Start of Data for review
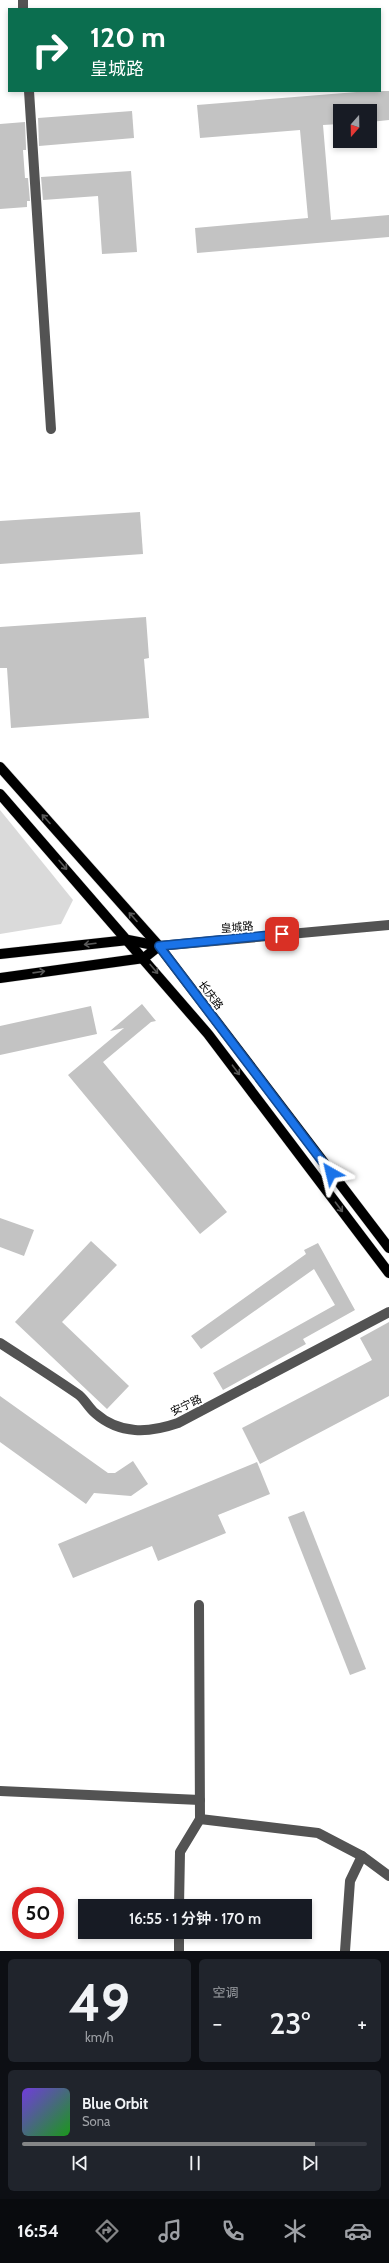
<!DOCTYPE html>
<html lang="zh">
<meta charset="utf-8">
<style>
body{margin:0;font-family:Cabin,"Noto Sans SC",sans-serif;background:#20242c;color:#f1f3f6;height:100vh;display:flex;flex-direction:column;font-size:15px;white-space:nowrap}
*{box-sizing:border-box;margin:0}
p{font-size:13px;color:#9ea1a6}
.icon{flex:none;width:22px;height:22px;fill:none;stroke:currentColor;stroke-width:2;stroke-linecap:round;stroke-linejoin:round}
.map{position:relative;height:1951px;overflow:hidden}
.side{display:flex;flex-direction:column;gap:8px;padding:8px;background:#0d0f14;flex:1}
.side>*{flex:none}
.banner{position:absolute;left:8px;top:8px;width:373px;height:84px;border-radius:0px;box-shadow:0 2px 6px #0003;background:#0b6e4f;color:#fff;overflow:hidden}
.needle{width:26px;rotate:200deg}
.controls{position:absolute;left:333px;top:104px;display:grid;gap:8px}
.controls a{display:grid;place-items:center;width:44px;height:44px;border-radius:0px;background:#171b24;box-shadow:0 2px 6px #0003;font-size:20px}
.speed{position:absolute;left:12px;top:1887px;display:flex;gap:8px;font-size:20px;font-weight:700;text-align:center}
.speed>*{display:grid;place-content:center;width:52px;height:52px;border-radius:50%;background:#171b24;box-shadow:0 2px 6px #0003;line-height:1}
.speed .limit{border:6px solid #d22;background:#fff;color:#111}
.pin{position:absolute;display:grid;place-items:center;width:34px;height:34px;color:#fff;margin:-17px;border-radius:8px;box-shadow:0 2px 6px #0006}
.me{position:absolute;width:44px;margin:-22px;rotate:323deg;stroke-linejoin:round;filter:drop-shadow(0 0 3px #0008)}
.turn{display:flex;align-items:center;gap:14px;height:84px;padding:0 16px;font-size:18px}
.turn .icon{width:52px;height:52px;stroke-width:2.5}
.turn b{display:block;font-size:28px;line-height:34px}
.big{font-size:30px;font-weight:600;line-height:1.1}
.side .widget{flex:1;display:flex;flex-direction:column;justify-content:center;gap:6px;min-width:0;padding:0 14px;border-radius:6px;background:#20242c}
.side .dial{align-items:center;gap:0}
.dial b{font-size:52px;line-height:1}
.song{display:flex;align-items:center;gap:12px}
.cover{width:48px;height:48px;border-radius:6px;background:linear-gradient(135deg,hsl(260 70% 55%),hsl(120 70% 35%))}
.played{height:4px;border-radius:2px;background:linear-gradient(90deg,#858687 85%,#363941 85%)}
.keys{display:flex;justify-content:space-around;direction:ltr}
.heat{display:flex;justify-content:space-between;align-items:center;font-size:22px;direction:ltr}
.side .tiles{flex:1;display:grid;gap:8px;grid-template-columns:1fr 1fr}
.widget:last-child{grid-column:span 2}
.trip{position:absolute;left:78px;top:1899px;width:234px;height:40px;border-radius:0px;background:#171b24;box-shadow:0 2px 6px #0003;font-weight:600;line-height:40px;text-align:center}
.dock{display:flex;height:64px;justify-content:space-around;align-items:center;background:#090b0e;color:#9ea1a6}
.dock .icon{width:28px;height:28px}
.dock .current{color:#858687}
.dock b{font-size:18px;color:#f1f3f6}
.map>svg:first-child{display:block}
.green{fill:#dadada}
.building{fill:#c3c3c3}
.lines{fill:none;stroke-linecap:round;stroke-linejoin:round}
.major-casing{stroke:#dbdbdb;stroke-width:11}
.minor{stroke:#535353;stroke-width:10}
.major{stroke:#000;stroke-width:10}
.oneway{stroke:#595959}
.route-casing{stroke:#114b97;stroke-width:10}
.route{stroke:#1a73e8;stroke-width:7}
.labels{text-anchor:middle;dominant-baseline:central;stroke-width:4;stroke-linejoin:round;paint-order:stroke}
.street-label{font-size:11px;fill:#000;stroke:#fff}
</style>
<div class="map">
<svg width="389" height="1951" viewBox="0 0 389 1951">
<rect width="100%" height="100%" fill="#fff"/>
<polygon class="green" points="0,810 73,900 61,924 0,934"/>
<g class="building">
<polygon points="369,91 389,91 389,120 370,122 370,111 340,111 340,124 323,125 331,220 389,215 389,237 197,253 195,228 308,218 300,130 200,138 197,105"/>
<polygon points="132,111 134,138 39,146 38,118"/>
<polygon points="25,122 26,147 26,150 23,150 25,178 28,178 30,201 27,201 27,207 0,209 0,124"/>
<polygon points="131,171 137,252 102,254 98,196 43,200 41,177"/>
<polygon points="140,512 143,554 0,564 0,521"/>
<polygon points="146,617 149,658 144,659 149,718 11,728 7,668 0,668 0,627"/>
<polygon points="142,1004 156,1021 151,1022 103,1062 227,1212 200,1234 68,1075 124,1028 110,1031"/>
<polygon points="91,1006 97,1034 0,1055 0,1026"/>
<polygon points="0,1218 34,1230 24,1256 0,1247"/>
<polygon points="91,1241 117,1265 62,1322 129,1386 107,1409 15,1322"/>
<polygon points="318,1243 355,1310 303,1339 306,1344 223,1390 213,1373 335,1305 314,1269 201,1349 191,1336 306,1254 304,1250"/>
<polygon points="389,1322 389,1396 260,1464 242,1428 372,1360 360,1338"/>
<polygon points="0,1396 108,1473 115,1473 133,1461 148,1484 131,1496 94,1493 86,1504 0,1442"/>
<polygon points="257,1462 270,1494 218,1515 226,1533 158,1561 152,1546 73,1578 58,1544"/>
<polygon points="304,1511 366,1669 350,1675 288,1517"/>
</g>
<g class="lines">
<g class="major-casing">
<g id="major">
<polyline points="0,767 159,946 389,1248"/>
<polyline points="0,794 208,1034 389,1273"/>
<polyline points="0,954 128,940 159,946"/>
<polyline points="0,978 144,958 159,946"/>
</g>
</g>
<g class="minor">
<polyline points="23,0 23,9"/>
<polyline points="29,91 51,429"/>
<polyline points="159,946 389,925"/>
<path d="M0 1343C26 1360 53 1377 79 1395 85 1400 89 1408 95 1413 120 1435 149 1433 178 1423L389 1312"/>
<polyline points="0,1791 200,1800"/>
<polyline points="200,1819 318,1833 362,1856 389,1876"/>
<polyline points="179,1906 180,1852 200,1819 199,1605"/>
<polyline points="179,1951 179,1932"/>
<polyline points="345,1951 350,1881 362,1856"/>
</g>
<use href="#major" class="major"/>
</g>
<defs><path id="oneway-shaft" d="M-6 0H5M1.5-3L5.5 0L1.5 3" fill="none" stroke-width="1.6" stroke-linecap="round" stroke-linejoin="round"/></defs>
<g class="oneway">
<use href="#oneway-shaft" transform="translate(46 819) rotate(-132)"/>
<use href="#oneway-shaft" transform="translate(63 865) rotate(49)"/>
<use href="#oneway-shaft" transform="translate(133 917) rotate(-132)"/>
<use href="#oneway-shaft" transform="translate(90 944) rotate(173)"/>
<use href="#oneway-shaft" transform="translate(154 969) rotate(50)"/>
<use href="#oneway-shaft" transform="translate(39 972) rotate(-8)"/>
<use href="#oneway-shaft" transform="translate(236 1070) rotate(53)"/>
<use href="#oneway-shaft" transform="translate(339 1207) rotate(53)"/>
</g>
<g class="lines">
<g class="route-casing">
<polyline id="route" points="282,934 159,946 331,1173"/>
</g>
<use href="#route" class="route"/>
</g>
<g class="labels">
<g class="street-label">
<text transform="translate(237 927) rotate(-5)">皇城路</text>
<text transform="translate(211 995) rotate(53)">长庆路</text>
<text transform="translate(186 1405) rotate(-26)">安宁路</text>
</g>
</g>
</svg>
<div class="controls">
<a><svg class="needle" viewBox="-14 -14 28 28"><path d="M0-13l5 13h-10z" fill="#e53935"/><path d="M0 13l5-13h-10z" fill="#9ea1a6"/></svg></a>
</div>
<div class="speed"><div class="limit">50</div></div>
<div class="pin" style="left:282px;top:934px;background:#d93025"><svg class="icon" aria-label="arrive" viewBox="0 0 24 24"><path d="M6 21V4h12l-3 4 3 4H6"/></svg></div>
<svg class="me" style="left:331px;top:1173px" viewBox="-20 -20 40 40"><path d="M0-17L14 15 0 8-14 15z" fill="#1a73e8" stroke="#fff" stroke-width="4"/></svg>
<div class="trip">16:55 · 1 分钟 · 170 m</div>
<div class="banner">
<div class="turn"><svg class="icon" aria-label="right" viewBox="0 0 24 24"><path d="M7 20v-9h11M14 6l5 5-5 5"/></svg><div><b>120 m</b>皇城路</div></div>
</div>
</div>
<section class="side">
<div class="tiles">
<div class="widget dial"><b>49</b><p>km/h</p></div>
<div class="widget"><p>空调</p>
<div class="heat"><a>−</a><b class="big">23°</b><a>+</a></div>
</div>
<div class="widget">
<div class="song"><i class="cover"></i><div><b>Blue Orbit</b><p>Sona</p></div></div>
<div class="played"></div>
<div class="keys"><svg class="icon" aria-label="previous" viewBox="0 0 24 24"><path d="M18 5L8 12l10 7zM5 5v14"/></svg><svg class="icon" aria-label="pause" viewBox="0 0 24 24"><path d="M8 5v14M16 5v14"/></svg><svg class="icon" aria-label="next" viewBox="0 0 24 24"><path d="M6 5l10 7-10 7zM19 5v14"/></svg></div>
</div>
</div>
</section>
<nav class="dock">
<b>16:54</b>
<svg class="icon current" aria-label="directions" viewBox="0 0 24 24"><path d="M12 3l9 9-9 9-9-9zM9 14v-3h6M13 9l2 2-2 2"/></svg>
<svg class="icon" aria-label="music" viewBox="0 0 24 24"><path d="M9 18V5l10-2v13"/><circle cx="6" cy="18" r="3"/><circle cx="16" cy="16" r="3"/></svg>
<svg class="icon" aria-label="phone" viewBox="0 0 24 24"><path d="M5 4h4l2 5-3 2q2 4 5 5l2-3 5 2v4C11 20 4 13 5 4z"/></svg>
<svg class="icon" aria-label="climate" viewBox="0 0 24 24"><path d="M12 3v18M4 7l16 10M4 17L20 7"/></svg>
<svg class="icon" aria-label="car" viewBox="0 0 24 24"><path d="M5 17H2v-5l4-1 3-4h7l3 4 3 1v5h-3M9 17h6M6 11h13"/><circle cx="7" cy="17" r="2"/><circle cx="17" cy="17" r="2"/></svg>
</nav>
End of Data for review
[Your task]:
When a line in the data contains the string "heat", copy that line.

[Expected answer]:
.heat{display:flex;justify-content:space-between;align-items:center;font-size:22px;direction:ltr}
<div class="heat"><a>−</a><b class="big">23°</b><a>+</a></div>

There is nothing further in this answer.